AWS Certified Data Engineer – Associate (DEA-C01) — Question 82
A retail company uses Amazon Aurora PostgreSQL to process and store live transactional data. The company uses an Amazon Redshift cluster for a data warehouse.
An extract, transform, and load (ETL) job runs every morning to update the Redshift cluster with new data from the PostgreSQL database. The company has grown rapidly and needs to cost optimize the Redshift cluster.
A data engineer needs to create a solution to archive historical data. The data engineer must be able to run analytics queries that effectively combine data from live transactional data in PostgreSQL, current data in Redshift, and archived historical data. The solution must keep only the most recent 15 months of data in Amazon Redshift to reduce costs.
Which combination of steps will meet these requirements? (Choose two.)
Answer options
- A. Configure the Amazon Redshift Federated Query feature to query live transactional data that is in the PostgreSQL database.
- B. Configure Amazon Redshift Spectrum to query live transactional data that is in the PostgreSQL database.
- C. Schedule a monthly job to copy data that is older than 15 months to Amazon S3 by using the UNLOAD command. Delete the old data from the Redshift cluster. Configure Amazon Redshift Spectrum to access historical data in Amazon S3.
- D. Schedule a monthly job to copy data that is older than 15 months to Amazon S3 Glacier Flexible Retrieval by using the UNLOAD command. Delete the old data from the Redshift cluster. Configure Redshift Spectrum to access historical data from S3 Glacier Flexible Retrieval.

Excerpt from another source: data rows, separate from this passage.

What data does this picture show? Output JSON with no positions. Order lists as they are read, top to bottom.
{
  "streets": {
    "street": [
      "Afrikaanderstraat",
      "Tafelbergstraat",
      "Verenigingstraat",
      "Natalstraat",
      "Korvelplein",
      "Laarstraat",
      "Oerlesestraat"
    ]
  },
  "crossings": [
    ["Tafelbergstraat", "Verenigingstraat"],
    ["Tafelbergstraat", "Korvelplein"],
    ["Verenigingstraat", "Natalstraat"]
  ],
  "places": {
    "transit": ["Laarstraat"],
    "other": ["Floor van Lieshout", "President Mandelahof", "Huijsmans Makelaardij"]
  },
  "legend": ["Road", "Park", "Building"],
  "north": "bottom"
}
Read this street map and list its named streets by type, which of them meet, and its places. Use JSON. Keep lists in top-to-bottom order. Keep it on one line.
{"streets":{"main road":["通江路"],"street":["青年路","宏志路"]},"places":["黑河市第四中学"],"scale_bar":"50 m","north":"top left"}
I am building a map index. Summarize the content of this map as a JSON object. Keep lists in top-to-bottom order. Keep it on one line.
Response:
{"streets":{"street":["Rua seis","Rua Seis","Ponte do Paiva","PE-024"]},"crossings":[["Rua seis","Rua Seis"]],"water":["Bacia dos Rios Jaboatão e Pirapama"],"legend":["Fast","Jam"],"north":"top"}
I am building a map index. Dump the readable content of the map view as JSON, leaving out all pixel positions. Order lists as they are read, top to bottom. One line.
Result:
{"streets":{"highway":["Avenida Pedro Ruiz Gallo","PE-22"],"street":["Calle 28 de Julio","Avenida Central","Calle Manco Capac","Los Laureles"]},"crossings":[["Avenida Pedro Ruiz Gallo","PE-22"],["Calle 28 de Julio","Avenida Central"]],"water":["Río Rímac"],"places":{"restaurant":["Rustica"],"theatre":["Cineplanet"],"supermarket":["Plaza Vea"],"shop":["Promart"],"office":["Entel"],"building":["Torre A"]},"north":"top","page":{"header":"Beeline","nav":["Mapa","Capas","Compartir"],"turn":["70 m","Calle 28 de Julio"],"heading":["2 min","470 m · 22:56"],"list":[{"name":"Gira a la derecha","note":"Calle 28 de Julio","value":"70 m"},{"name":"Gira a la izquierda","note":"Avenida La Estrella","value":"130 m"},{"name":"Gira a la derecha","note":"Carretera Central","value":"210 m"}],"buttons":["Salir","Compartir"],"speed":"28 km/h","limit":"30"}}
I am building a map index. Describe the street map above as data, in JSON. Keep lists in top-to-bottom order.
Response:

- E. Create a materialized view in Amazon Redshift that combines live, current, and historical data from different sources.
Correct answer: A
Explanation
The correct answer is A because using Amazon Redshift Federated Query allows the data engineer to access live data directly from PostgreSQL without needing to store it in Redshift, which is crucial for cost optimization. Options B, C, D, and E do not provide the same level of direct integration with live transactional data or involve unnecessary data movement, which contradicts the requirement to minimize costs.